> _WORK ITEM_: All pictures are to be excluded when the data below is output verbatim.

> _PROVIDED MATERIAL_:
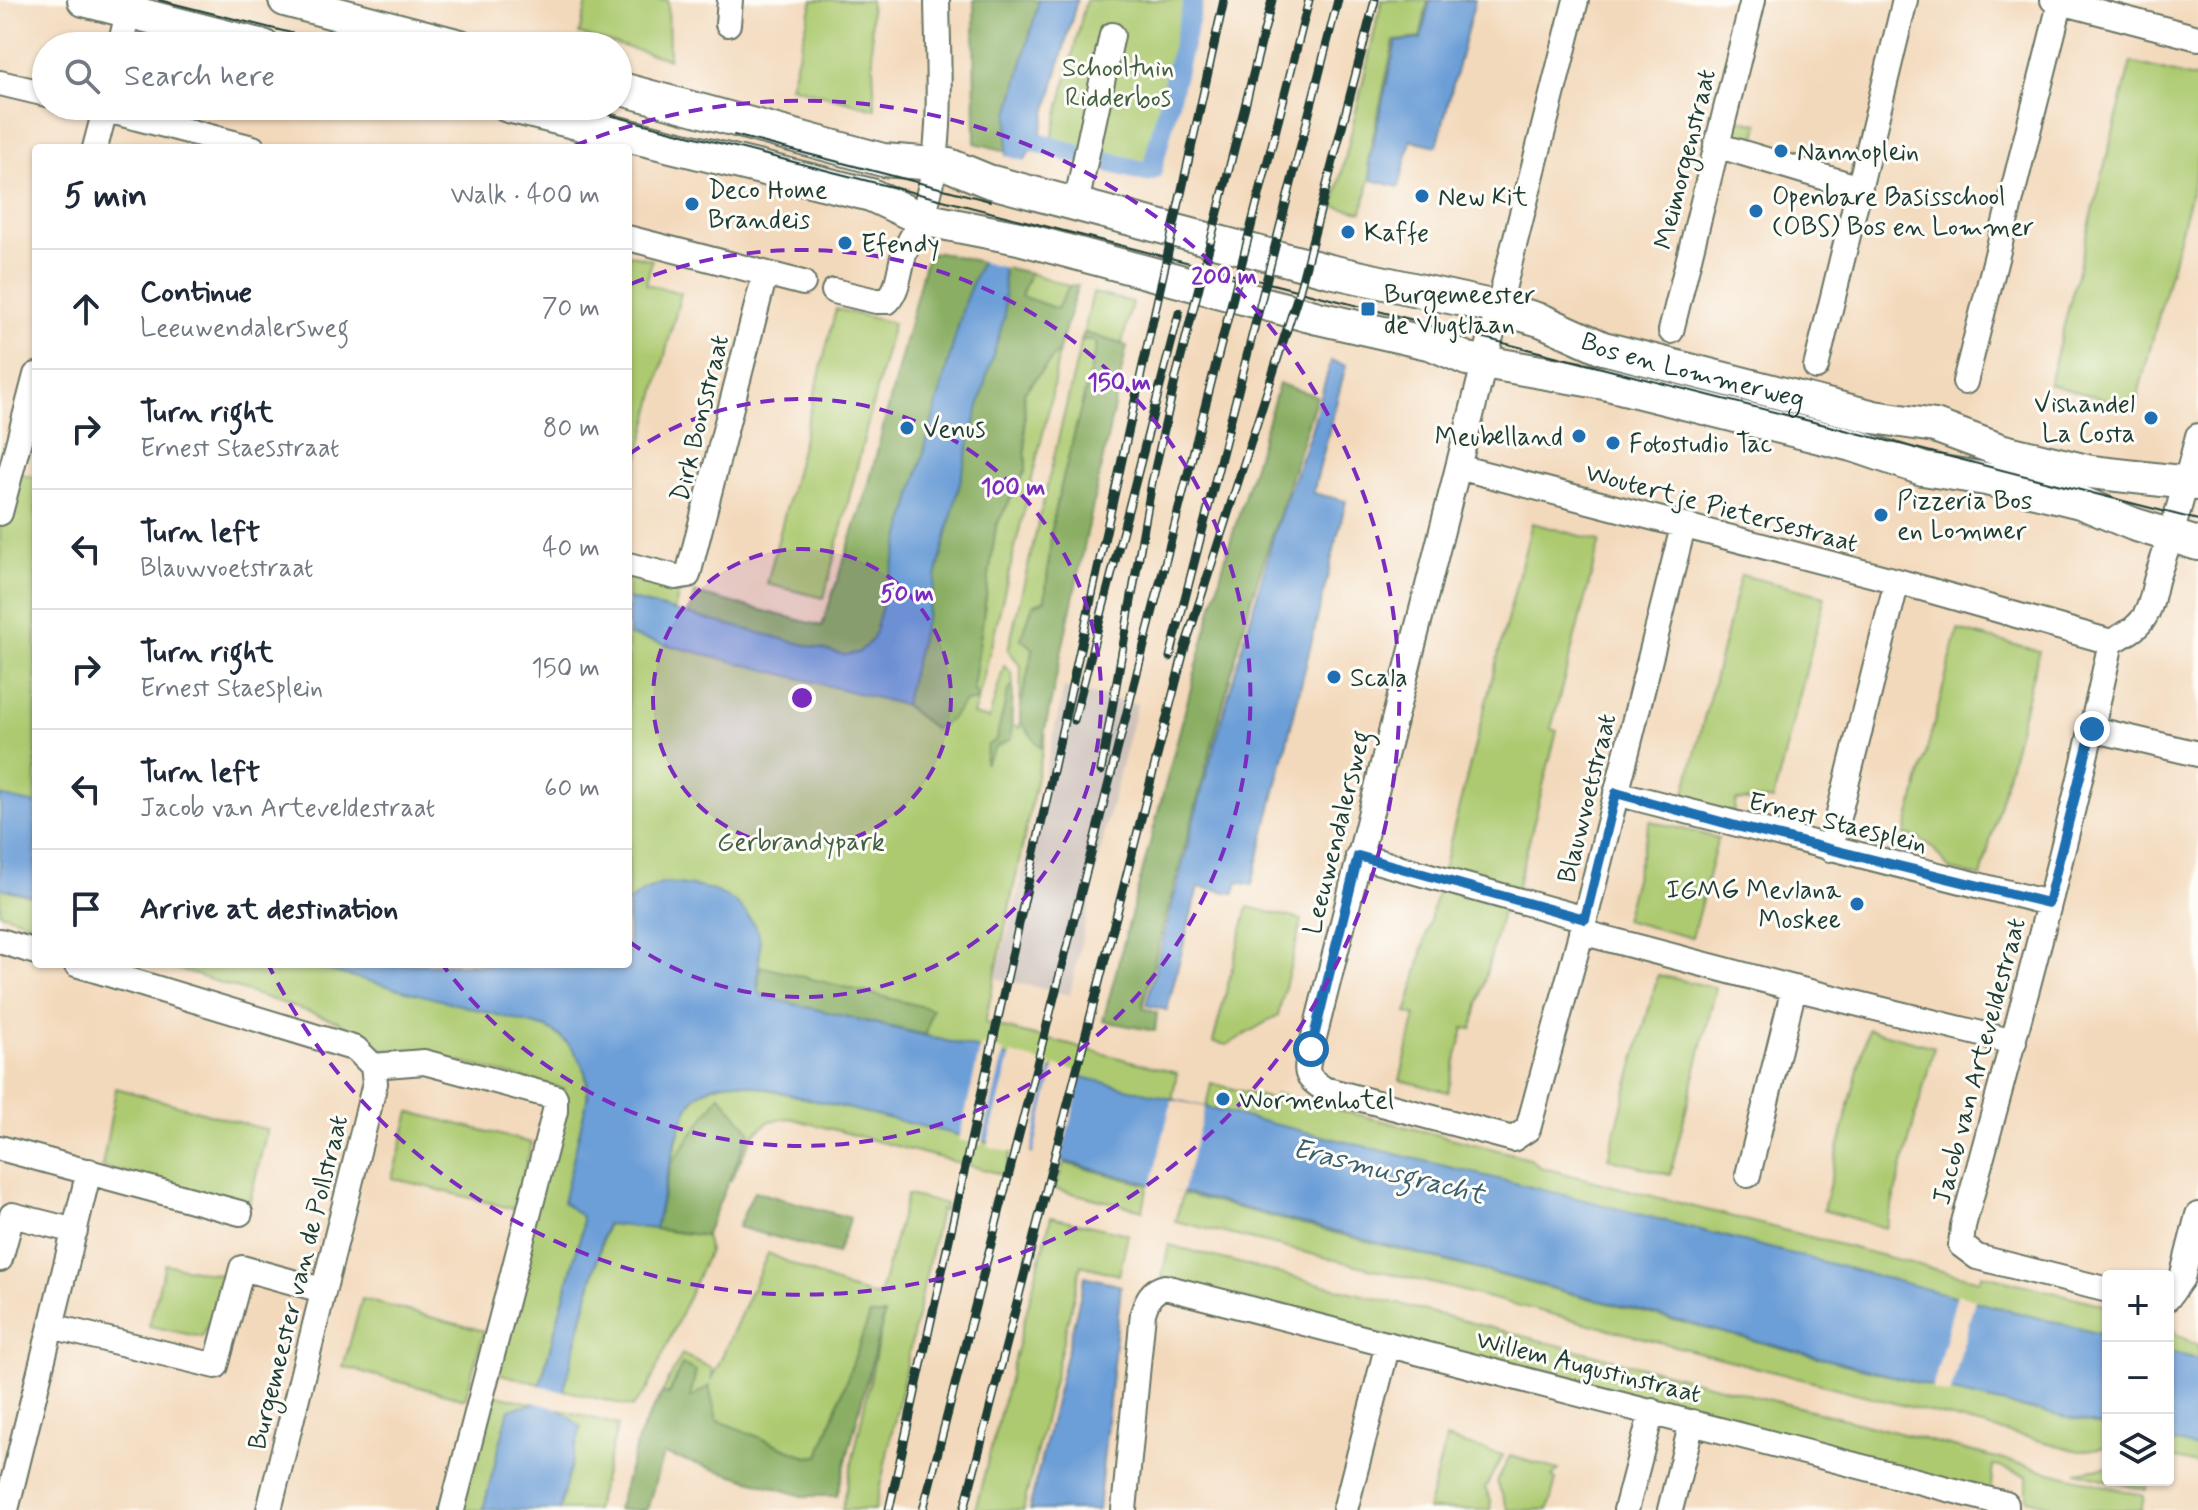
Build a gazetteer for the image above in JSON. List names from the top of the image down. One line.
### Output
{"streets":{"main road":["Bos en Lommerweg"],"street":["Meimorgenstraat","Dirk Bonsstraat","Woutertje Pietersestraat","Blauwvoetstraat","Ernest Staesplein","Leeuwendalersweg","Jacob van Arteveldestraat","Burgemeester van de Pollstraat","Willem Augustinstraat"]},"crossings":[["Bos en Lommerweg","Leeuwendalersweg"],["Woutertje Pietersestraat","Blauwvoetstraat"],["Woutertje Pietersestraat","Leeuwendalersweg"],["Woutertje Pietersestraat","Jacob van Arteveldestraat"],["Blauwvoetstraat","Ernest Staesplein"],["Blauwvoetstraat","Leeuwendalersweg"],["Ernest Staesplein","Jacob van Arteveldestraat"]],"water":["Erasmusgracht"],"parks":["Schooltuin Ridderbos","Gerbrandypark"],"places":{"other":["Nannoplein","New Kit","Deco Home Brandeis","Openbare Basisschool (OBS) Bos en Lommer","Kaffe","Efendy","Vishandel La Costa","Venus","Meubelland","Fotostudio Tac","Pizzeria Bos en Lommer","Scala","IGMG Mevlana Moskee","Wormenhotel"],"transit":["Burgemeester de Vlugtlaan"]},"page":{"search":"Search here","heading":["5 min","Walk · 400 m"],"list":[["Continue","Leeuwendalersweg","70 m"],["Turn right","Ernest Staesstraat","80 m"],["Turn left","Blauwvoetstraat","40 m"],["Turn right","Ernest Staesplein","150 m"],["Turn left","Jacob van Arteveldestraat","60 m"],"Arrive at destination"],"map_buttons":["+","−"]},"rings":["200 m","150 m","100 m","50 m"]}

> _OUTPUT FOR THIS TASK_:
Build a gazetteer for the image above in JSON. List names from the top of the image down. One line.
### Output
{"streets":{"main road":["Bos en Lommerweg"],"street":["Meimorgenstraat","Dirk Bonsstraat","Woutertje Pietersestraat","Blauwvoetstraat","Ernest Staesplein","Leeuwendalersweg","Jacob van Arteveldestraat","Burgemeester van de Pollstraat","Willem Augustinstraat"]},"crossings":[["Bos en Lommerweg","Leeuwendalersweg"],["Woutertje Pietersestraat","Blauwvoetstraat"],["Woutertje Pietersestraat","Leeuwendalersweg"],["Woutertje Pietersestraat","Jacob van Arteveldestraat"],["Blauwvoetstraat","Ernest Staesplein"],["Blauwvoetstraat","Leeuwendalersweg"],["Ernest Staesplein","Jacob van Arteveldestraat"]],"water":["Erasmusgracht"],"parks":["Schooltuin Ridderbos","Gerbrandypark"],"places":{"other":["Nannoplein","New Kit","Deco Home Brandeis","Openbare Basisschool (OBS) Bos en Lommer","Kaffe","Efendy","Vishandel La Costa","Venus","Meubelland","Fotostudio Tac","Pizzeria Bos en Lommer","Scala","IGMG Mevlana Moskee","Wormenhotel"],"transit":["Burgemeester de Vlugtlaan"]},"page":{"search":"Search here","heading":["5 min","Walk · 400 m"],"list":[["Continue","Leeuwendalersweg","70 m"],["Turn right","Ernest Staesstraat","80 m"],["Turn left","Blauwvoetstraat","40 m"],["Turn right","Ernest Staesplein","150 m"],["Turn left","Jacob van Arteveldestraat","60 m"],"Arrive at destination"],"map_buttons":["+","−"]},"rings":["200 m","150 m","100 m","50 m"]}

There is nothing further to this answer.